その間、彼は、その類まれなる才覚を発揮し、兄であるアルフォンス王太子を助け、国内の混乱を、見事に収拾させていった。
国境を脅かしていた、隣国の陰謀も、彼の巧みな外交術によって、未然に防がれた。
国は、すっかり安定し、民の暮らしにも、笑顔が戻っていた。
そして、季節は巡り。
緑が美しい、初夏のある日。
私とルシアン殿下の結婚式が、王都の大聖堂で、執り行われた。
その日、王都は、朝から祝福のムード一色だった。
大聖堂へと続く道には、私達の結婚を祝うために、大勢の国民が詰めかけていた。
私は、お父様にエスコートされながら、ゆっくりと、バージンロードを歩く。
純白のウェディングドレスは、王妃様が、最高のデザイナーに作らせてくださったものだ。
その裾には、何千もの真珠が、星屑のように縫い付けられている。
祭壇の前では、純白の軍服に身を包んだ、ルシアン殿下が、少しだけ緊張した面持ちで、私を待っていた。

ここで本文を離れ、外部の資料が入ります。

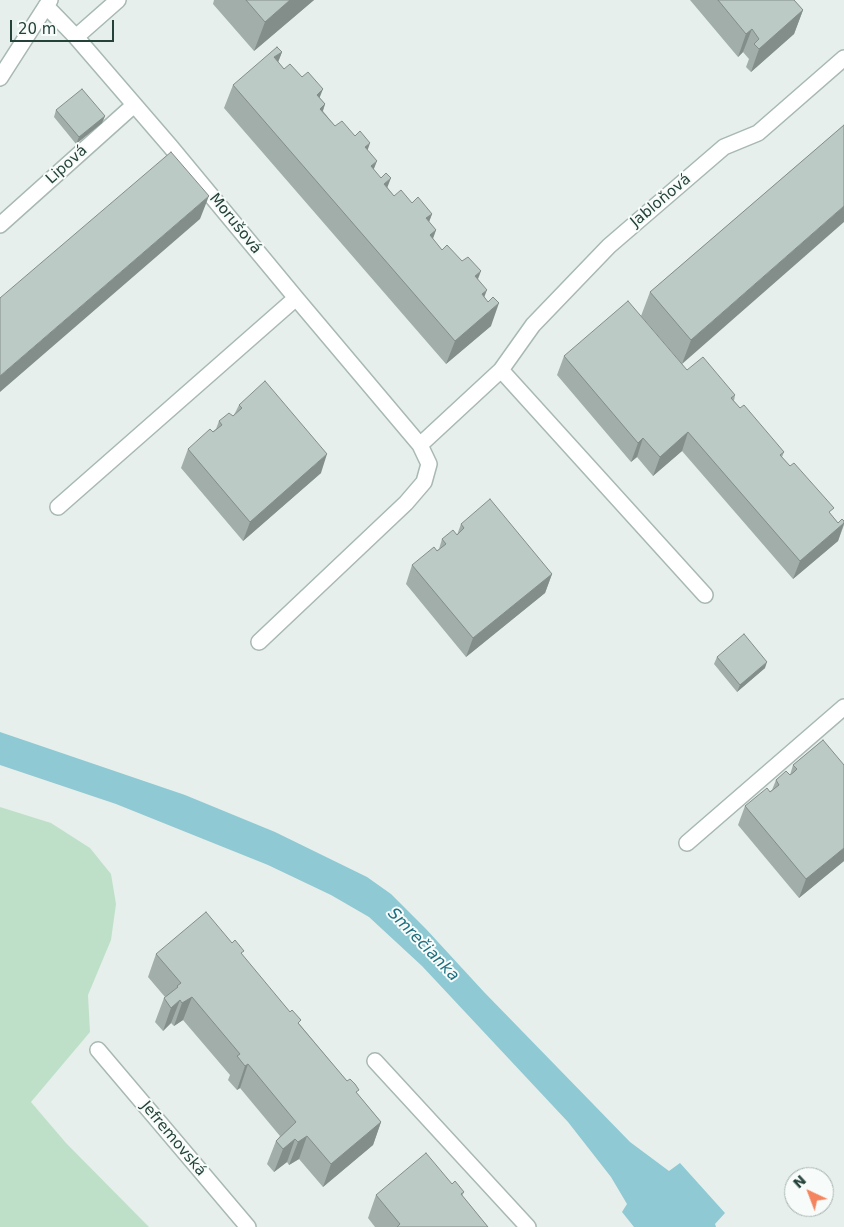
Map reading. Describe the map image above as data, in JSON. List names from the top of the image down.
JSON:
{
  "streets": {
    "street": [
      "Lipová",
      "Jabloňová",
      "Morušová",
      "Jefremovská"
    ]
  },
  "crossings": [
    ["Lipová", "Morušová"],
    ["Jabloňová", "Morušová"]
  ],
  "water": ["Smrečianka"],
  "scale_bar": "20 m",
  "north": "top left"
}
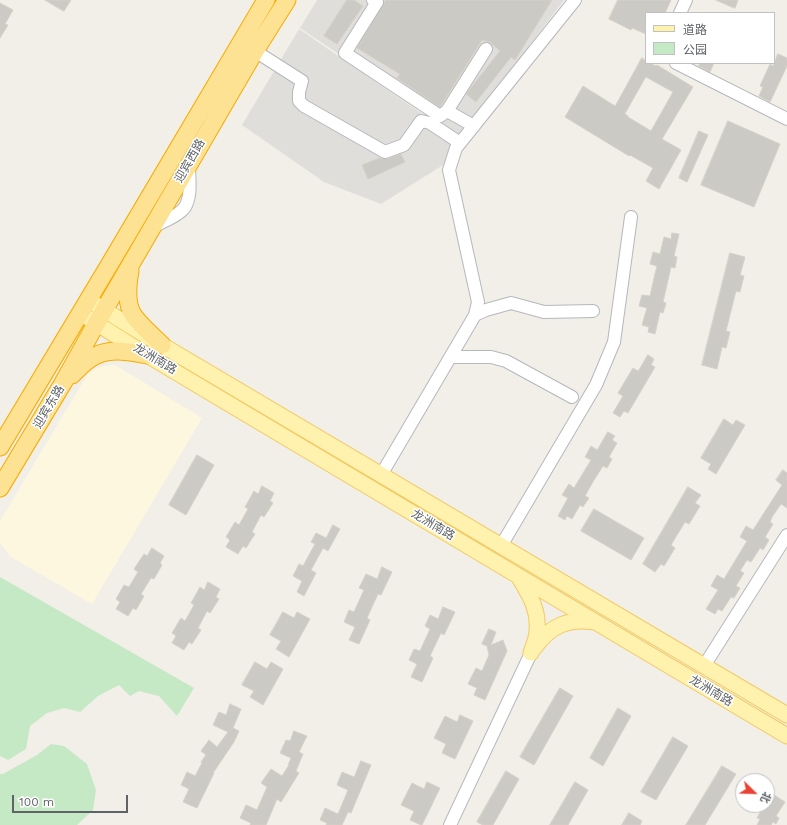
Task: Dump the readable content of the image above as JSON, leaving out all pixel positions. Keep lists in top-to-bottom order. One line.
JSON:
{"streets":{"highway":["迎宾西路","迎宾东路"],"main road":["龙洲南路"]},"crossings":[["迎宾西路","龙洲南路"],["迎宾西路","迎宾东路"],["龙洲南路","迎宾东路"]],"legend":["道路","公园"],"scale_bar":"100 m","north":"bottom right"}
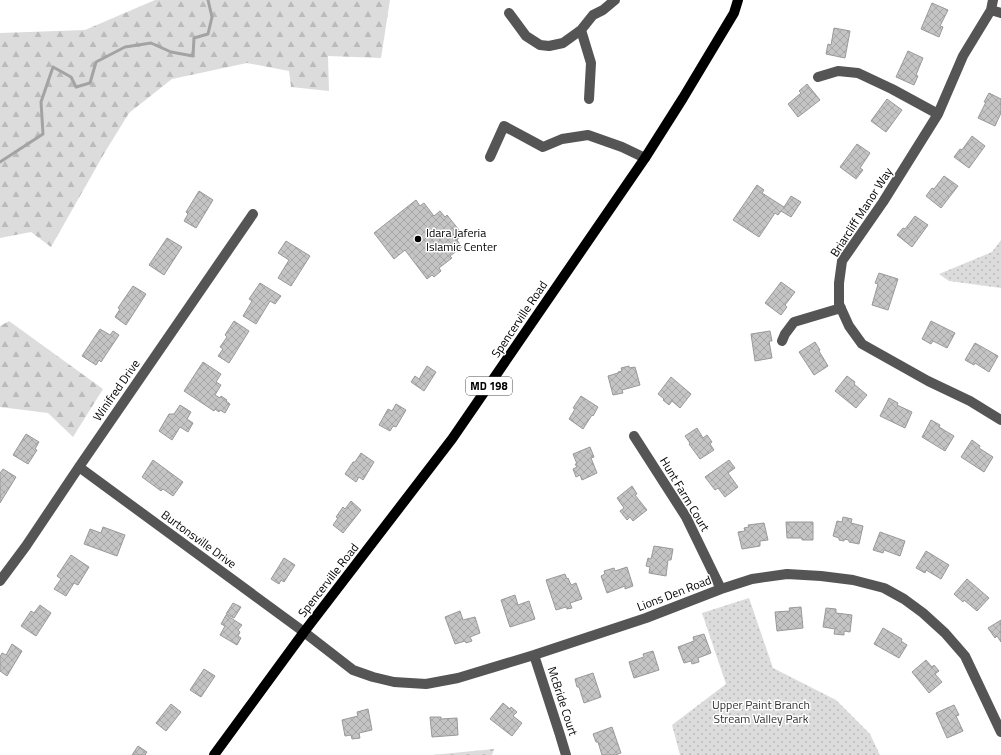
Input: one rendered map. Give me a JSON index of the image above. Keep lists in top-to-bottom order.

彼の隣には、兄であるアルフォンス殿下が、誇らしげな笑みを浮かべて立っている。
フラワーガールを務めてくれたのは、もちろん、クラリッサ王女だ。
彼女は、満面の笑みで、花びらを撒きながら、私達の前を歩いてくれた。
参列席には、国王陛下と、美しいドレスをまとった王妃様。
そして、涙を必死でこらえている、お父様と、優しく微笑むお母様、そして、少し照れくさそうにしている、お兄様の姿もあった。
私は、お父様の手から、ルシアン殿下の手へと、引き渡される。
固く握られた、彼の手は、とても温かかった。
荘厳なパイプオルガンの音色と、神聖な聖歌隊の歌声に包まれて、私達は、神と、そして、集まった全ての人々の前で、永遠の愛を誓った。
「健やかなる時も、病める時も、喜びの時も、悲しみの時も、富める時も、貧しき時も、これを愛し、これを敬い、これを慰め、これを助け、その命ある限り、固く節操を守ることを、誓いますか?」
「「はい、誓います」」
私達の声が、大聖堂に、厳かに響き渡る。
指輪の交換。
そして、ルシアン殿下が、私の顔を覆うベールを、そっと上げる。
その紫色の瞳には、私への愛が、溢れんばかりに湛えられていた。
私達の唇が、ゆっくりと、重ねられる。
その瞬間、大聖堂は、割れんばかりの拍手と、歓声に包まれた。
式の後には、王都を巡る、馬車でのパレードが行われた。
沿道からは、「ルシアン殿下、万歳!」「セレナード様、おめでとうございます!」という、国民からの、温かい祝福の声が、絶え間なく降り注ぐ。
私は、その声の一つ一つに、笑顔で手を振って応えた。
かつて、悪役令嬢と恐れられた私が。
婚約破棄され、3年間も、部屋に閉じこもっていた私が。
今、こんなにも多くの人々に、祝福されている。
その事実が、夢のように、幸せだった。
私は、隣で、同じように笑顔で手を振る、愛しい夫の顔を見上げた。
彼と出会えたからこそ、私は、本当の幸せを、見つけることができたのだ。
この幸せが、永遠に続くように。
私は、そっと、心の中で祈った。